Segment Start: SOURCE DATA

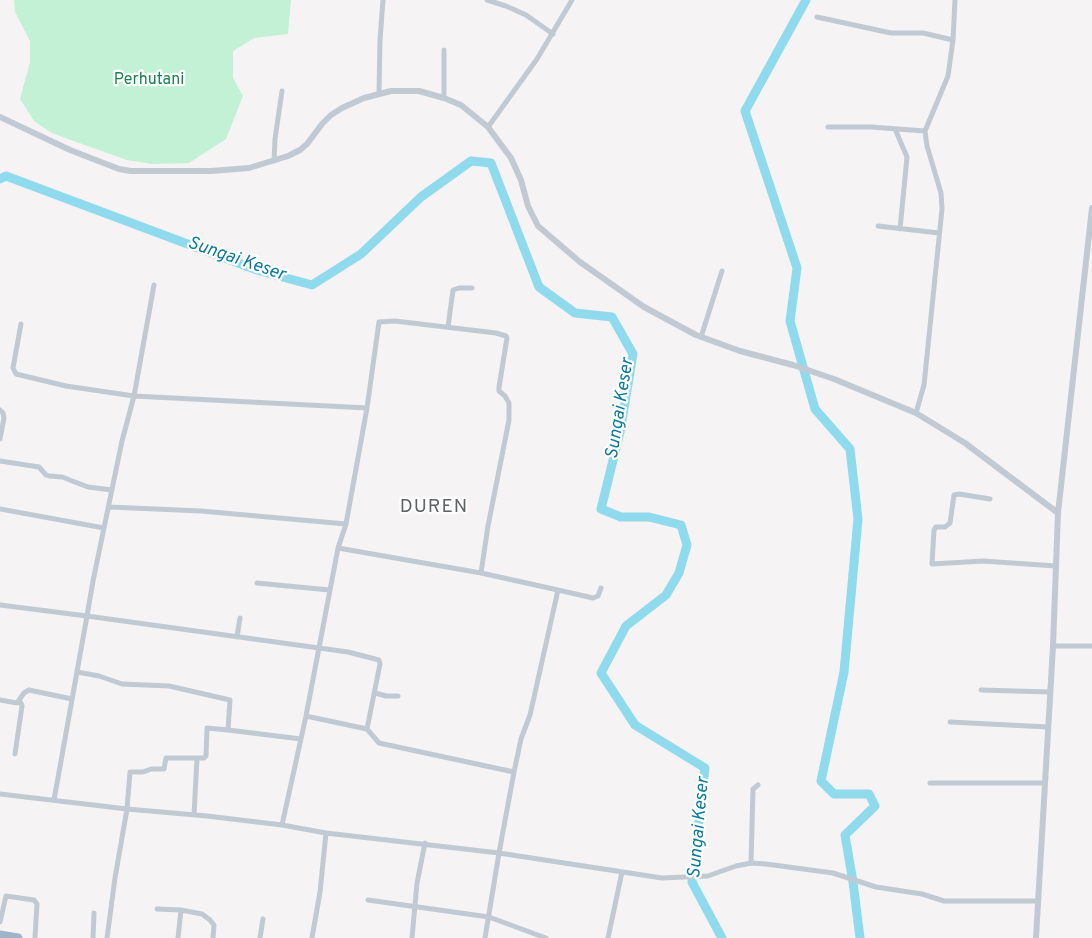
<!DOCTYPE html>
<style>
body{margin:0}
canvas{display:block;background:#f5f3f3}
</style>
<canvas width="1092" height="938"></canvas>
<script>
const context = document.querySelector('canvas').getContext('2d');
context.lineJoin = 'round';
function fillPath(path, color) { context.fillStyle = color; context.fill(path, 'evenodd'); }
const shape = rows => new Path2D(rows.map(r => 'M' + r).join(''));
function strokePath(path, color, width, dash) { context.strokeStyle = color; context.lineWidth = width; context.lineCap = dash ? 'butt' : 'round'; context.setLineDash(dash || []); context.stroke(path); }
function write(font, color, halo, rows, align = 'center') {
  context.font = font + ' Overpass,sans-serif'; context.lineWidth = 4.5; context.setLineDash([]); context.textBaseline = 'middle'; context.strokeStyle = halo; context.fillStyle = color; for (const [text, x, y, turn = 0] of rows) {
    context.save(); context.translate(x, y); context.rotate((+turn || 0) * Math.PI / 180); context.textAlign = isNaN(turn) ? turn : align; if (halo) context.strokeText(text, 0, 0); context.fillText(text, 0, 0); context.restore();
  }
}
const green = shape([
 [14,0,291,0,288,34,254,38,233,51,233,78,243,96,226,139,189,163,153,164,127,160,93,148,52,133,34,121,20,99,30,62,30,41,15,12]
]);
const river = shape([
 [806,0,745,111,797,268,790,321,815,409,850,449,858,519,844,672,821,781,834,794,869,794,875,806,845,835,853,882,860,938],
 [0,179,6,176,257,270,312,285,361,254,421,197,471,161,491,163,539,287,575,313,612,317,633,354,620,432,601,509,621,517,649,517,681,525,687,545,679,573,666,595,626,626,601,673,635,725,705,768,692,882,722,938]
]);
const minor = shape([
 [487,0,506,6,526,15,553,34],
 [817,17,877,30,891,33,923,33,953,40],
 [444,50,444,98],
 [379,93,380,40,383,0],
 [488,127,537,59,572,0],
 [828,127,871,127,925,131],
 [895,129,907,157,900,229],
 [274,161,275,139,282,91],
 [878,226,939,233],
 [21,324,13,368,16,374,66,386,134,396,154,285],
 [448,327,453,290,459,288,472,288],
 [701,337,722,271],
 [0,410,3,413,4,418,0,439],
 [916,413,924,385,942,209,941,193,927,146,925,131,948,76,953,40,955,0],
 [0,461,39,467,46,475,49,476,62,477,88,487,112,490],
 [990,499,959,494,954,495,950,523,945,527,936,527,934,530,932,564,983,561,1056,566],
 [109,507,201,511,346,524],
 [0,509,104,528],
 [338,548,346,524,367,408,379,322,395,321,496,333,506,336,507,338,499,387,499,391,505,396,509,403,509,420,488,526,481,573],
 [257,583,329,590],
 [558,590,593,598,598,596,601,588],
 [0,605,87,616,93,581,122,441,134,396,367,408],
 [237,637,240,618],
 [1053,646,1092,646],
 [77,672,99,676,122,684,169,686,230,700,228,730,301,739],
 [981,690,1050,692],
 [375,693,386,696,398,696],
 [0,700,17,703,24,693,29,690,72,699],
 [306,716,367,729,379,743,514,772],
 [950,722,1048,727],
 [15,754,22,706,21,703,18,702],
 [930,783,1045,783],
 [0,794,127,809,207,816,282,825,326,833,499,853,485,938],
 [54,800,87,616,348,652,379,660,380,664,367,729],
 [194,815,197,758],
 [282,825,306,716,338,548,481,573,558,590,530,715,521,739,514,772,499,853,662,878,708,876,736,866,751,863,766,864,833,873,876,887,922,894,944,901,1038,901],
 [751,863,753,789,758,785],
 [368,900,489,917,546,938],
 [157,909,181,910,202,914,210,920,214,925,213,938],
 [0,922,6,896,34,900,37,904,35,938],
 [93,938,94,913],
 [107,938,115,878,127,809,130,772,143,772,151,769,164,769,166,758,204,758,206,756,207,728,228,730],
 [178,938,181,910],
 [260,938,263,919],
 [312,938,320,892,326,833],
 [412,938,417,883,425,843],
 [608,938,622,872]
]);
const tertiary = shape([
 [0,117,70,150,119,169,131,171,211,171,249,168,288,156,300,150,307,144,322,124,331,115,342,108,364,98,391,91,419,91,444,98,461,105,488,127,511,158,521,180,528,206,538,226,580,262,644,307,696,335,740,351,793,365,834,379,916,413,965,443,1058,513],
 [1036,938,1053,646,1058,513,1092,208]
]);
const trunk = shape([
 [0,935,18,938]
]);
const parkNames = [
 ["Perhutani",149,81]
];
const waterNames = [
 ["Sungai Keser",236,260,19],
 ["Sungai Keser",621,409,-81],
 ["Sungai Keser",700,828,-85]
];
const quarterNames = [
 ["DUREN",434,508]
];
fillPath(green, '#c3f1d5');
strokePath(river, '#90daee', 9);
strokePath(minor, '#c1cad2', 5);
strokePath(tertiary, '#c1cad2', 6);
strokePath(trunk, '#9fb4c9', 9);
write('16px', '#17864f', '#fff', parkNames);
write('italic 18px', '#0c7c9b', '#fff', waterNames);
context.letterSpacing = '1px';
write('19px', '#5f6368', '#fff', quarterNames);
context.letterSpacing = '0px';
</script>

Segment End: SOURCE DATA

**WHAT YOU WILL DO**
Output exactly the lines of the material above from the one containing "function strokePath(path, color, width, dash)" up to and including the one containing "function write(font, color, halo, rows, align".

**WORKED SOLUTION**
function strokePath(path, color, width, dash) { context.strokeStyle = color; context.lineWidth = width; context.lineCap = dash ? 'butt' : 'round'; context.setLineDash(dash || []); context.stroke(path); }
function write(font, color, halo, rows, align = 'center') {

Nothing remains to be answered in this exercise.